Итак, съезд, рекламируемый как «Конгресс вызова». Знакомо: мы же учили в школе и универе про «съезды победителей», «третий решающий», «четвертый определяющий». Тут вся интрига «вызова» — согласится ли президент Бен Али пойти еще на один срок.

Автобус с журналистами и почетными гостями второй категории долго гоняют по пустым улицам от одного полицейского кордона к другому, пока мы не подъезжаем к огромному ангару. Повсюду национальные флаги и портреты — от огромных до скромных в размерах, — вовсе не претендующие на разнообразие. На всех — радушно улыбающийся президент Зин аль-Абидин Бен Али. Всегда в одной и той же позе: одна ладонь приближена к сердцу, другая — к животу, а в целом — олицетворение доброжелательности. Выглядит, пожалуй, на пятьдесят, примерно как Иосиф Кобзон.

Прежде чем пустить нас внутрь, сотрудники службы безопасности отбирают телефоны, фотоаппараты и видеокамеры.

Под объявление диктора первый ряд партера занимают члены правительства. Они идут скромно, гуськом, понимая, что не они тут солисты. Так, на подтанцовке.

И вот настает кульминация: под громоподобные восторги многотысячной толпы на сцену выходит президент Бен Али. Даже невооруженным глазом видно, что каждый шаг дается ему с трудом, а разница в возрасте между портретом и оригиналом не меньше двадцати лет. Мы помним таким Леонида Ильича Брежнева.

Он долго стоит со скрещенными руками, как на портрете, слушая изъявления восторга, переходящие в гимн, затем неспешно и одиноко занимает место за длинным и абсолютно пустым столом на сцене.

С первых же слов своей речи Бен Али взял быка за рога: «Бойцы и бойчихи!» (так в буквальном переводе с французского). О чем же говорил бойцам и бойчихам президент Туниса? О толерантности, о приоритете прав человека и необходимости диалога с молодежью. Он призвал крепить демократию и плюрализм, господство права… Но это — в общем и целом, а если конкретно, то политбюро и дальше должно направлять работу центрального комитета партии, который, в свою очередь, — руководить парламентом. «Я ясно чувствую консолидацию вокруг ЦК партии всех мужчин и женщин, молодежи и других поколений. Народ поддерживает нашу программу и объединяется вокруг нее!» И главное: «Я подумал и принял решение не отклонять просьбу партии, выдвинувшей мою кандидатуру на пост президента».
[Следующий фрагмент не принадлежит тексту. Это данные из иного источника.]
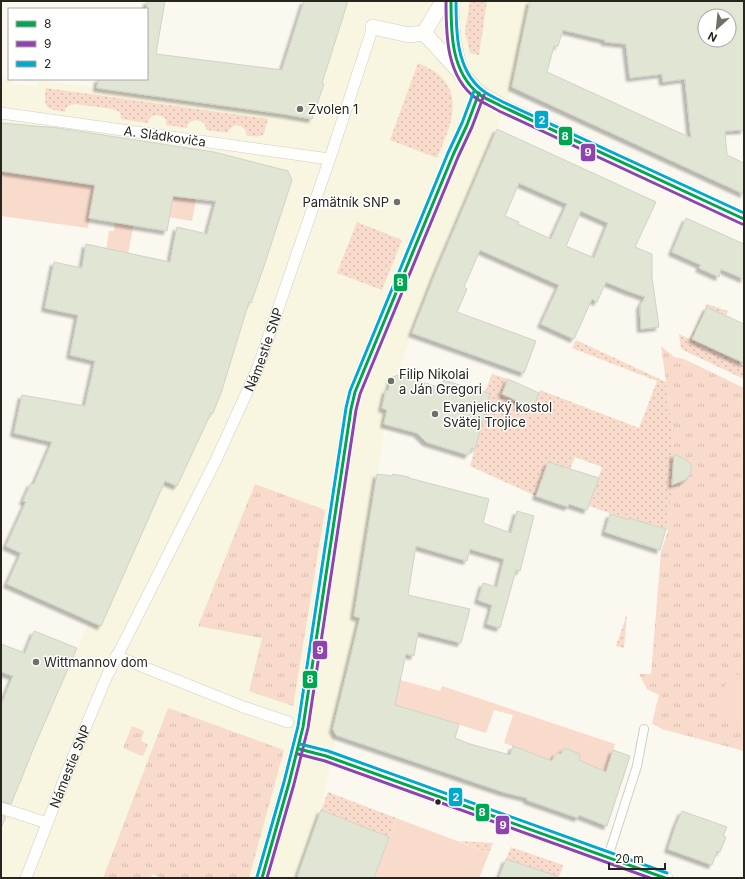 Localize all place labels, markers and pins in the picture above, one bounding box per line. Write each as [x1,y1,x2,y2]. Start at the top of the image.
place label: Zvolen 1 [308,101,358,117]
marker: Zvolen 1 [295,104,305,114]
place label: Pamätník SNP [302,194,389,210]
marker: Pamätník SNP [392,197,402,207]
place label: Filip Nikolai a Ján Gregori [399,366,482,397]
marker: Filip Nikolai a Ján Gregori [386,376,396,386]
place label: Evanjelický kostol Svätej Trojice [443,399,552,430]
marker: Evanjelický kostol Svätej Trojice [430,409,440,419]
place label: Wittmannov dom [44,654,148,670]
marker: Wittmannov dom [31,657,41,667]
unlabelled marker [433,797,443,807] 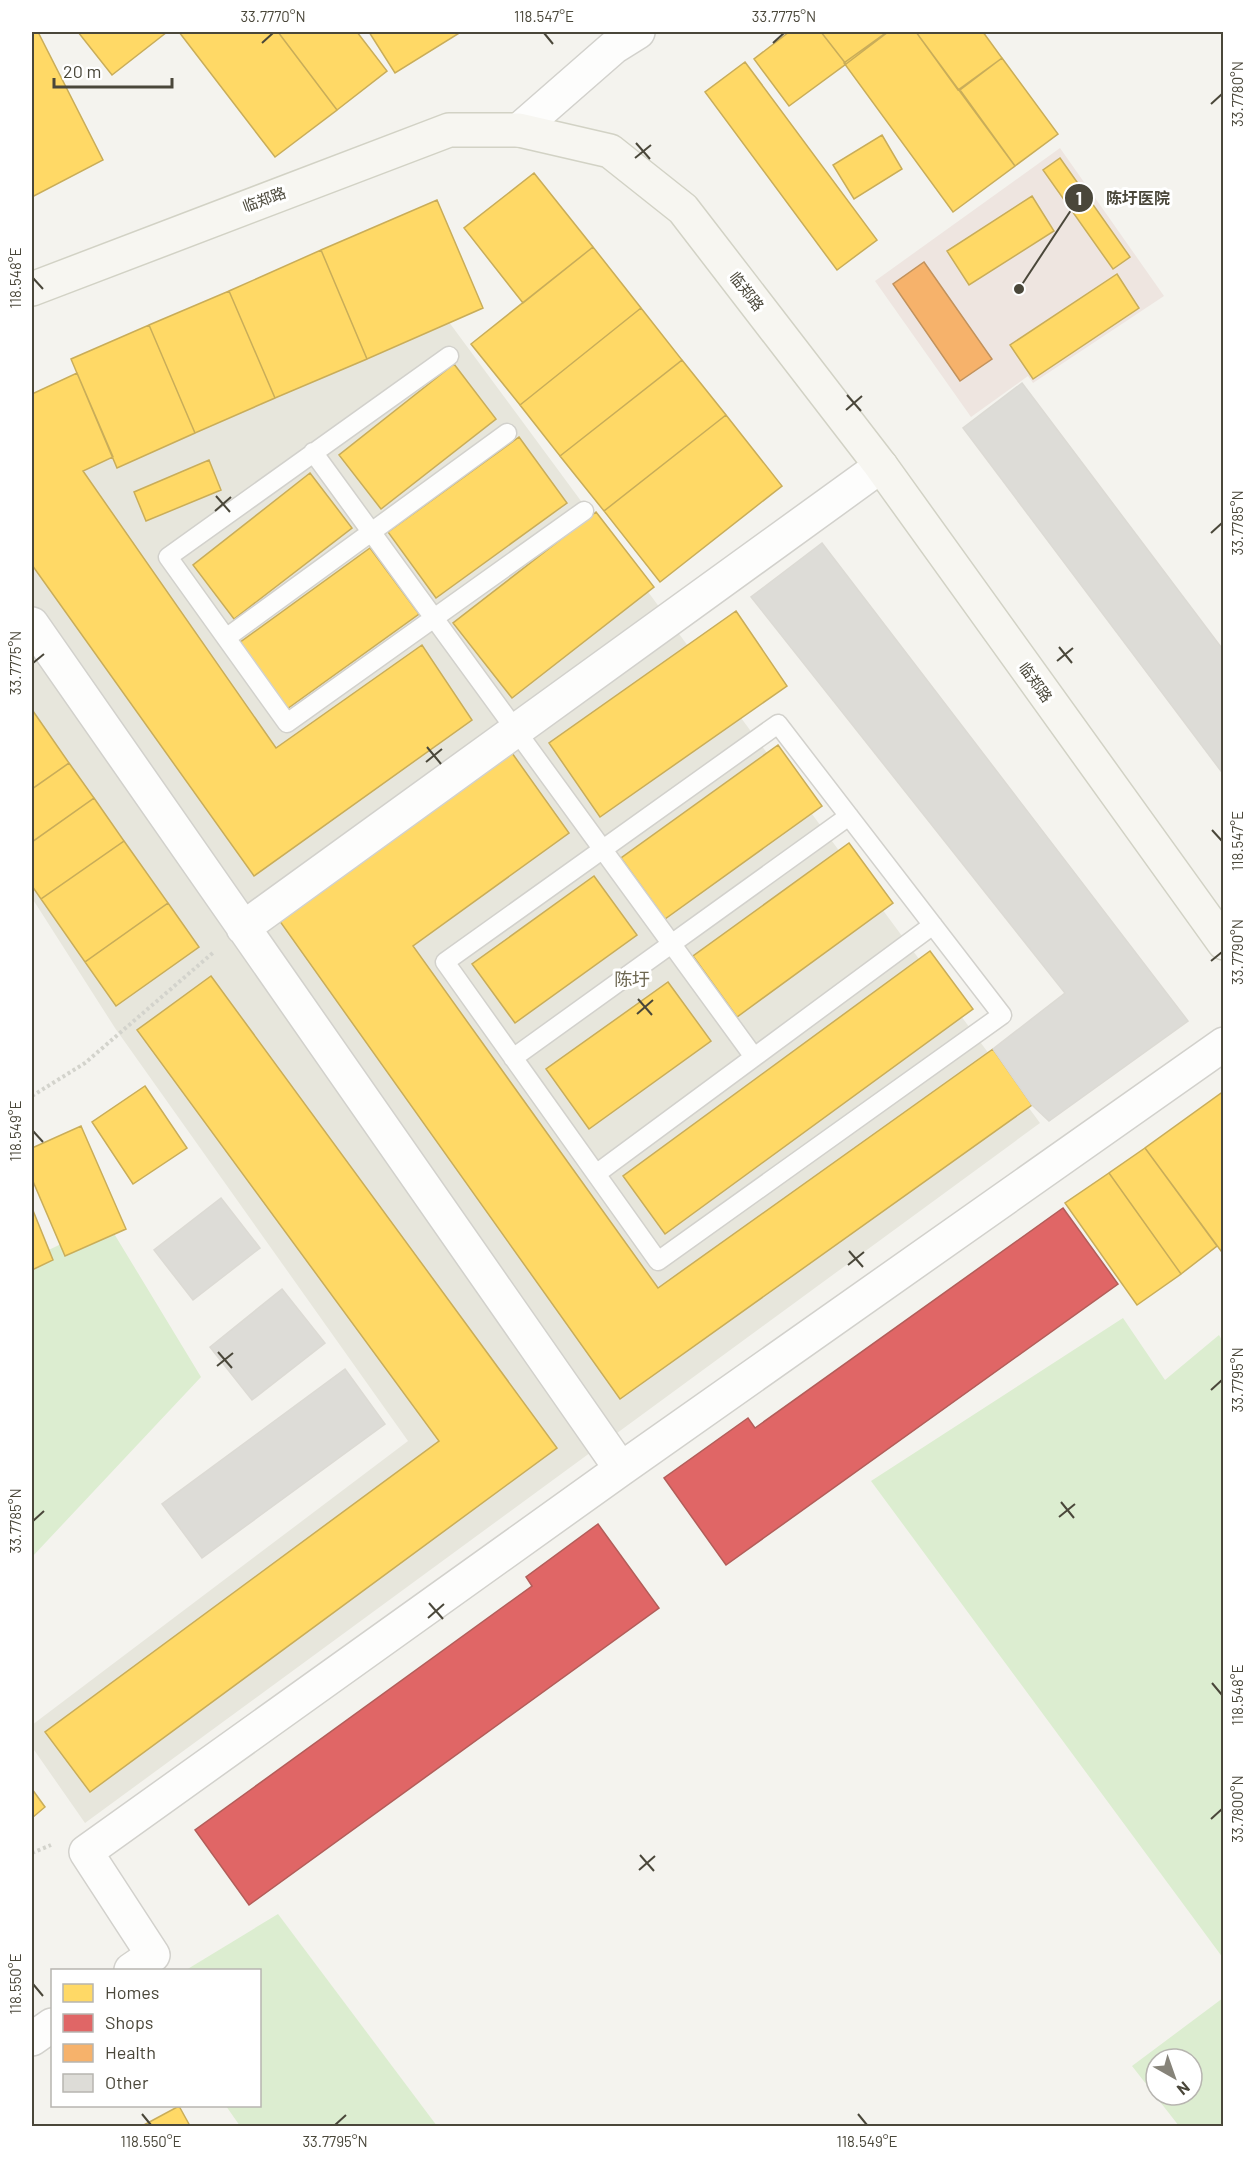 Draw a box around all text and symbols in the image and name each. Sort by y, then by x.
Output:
text: 33.7770°N [240,7,306,25]
text: 118.547°E [514,7,574,25]
text: 33.7775°N [752,7,816,25]
scale bar [54,51,172,89]
text: 20 m [63,60,101,82]
text: 33.7780°N [1228,61,1246,127]
callout: 陈圩医院 [1064,181,1182,215]
street label: 临郑路 [240,183,288,215]
text: 1 [1076,187,1082,209]
text: 陈圩医院 [1106,188,1170,207]
text: 118.548°E [6,247,24,309]
street label: 临郑路 [726,268,768,314]
text: 33.7785°N [1228,490,1246,556]
text: 33.7775°N [6,631,24,695]
street label: 临郑路 [1015,659,1057,705]
text: 118.547°E [1228,811,1246,871]
text: 33.7790°N [1228,919,1246,985]
district label: 陈圩 [614,968,650,990]
text: 118.549°E [6,1100,24,1162]
text: 33.7795°N [1228,1347,1246,1413]
text: 33.7785°N [6,1488,24,1554]
text: 118.548°E [1228,1664,1246,1726]
text: 33.7800°N [1228,1775,1246,1843]
text: 118.550°E [6,1953,24,2015]
legend [51,1969,261,2107]
text: Homes [105,1981,159,2003]
text: Shops [105,2011,154,2033]
text: Health [105,2041,156,2063]
north arrow [1144,2047,1204,2107]
text: Other [105,2071,149,2093]
text: N [1174,2078,1194,2100]
text: 118.550°E [120,2132,182,2150]
text: 33.7795°N [302,2132,368,2150]
text: 118.549°E [836,2132,898,2150]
Волна восторга, гимн и частушки. Поскольку переводчики считают их тексты неофициальными и молчат, нам остается самим додумывать слова, стараясь попадать в ритм и тон.

После перерыва настает черед выступать лидерам других политических партий. Оказывается, их в Тунисе несколько, но все признают руководящую и направляющую роль одной-единственной. Естественно, лидеры этой как бы оппозиции выступают из-за боковой конторки, заверяя президента Бен Али, что и впредь будут следовать, поддерживать и претворять в жизнь.

А посреди огромной сцены за длинным столом президиума одиноко сидит старый человек, который давно уже залез на эту гору власти и не знает, как с нее слезть. И нужно ли слезать? И возможно ли это? Ведь теперь уже не столько он сидит на горе, сколько гора сидит на нем. Гора обязательств, гора ответственности, гора больших и малых грехов. И он будет сидеть здесь до скончания века, чтобы не разделить участь своего предшественника Бургибы, проведшего последние годы жизни фактически под домашним арестом. Сидеть, отгоняя от стола президиума в первый ряд партера даже ближайших соратников. Его удел — одиночество. И страх смерти, после которой режим почти наверняка рухнет, а вместе с ним и процветание семьи, и доброе имя в истории, и всё-всё-всё…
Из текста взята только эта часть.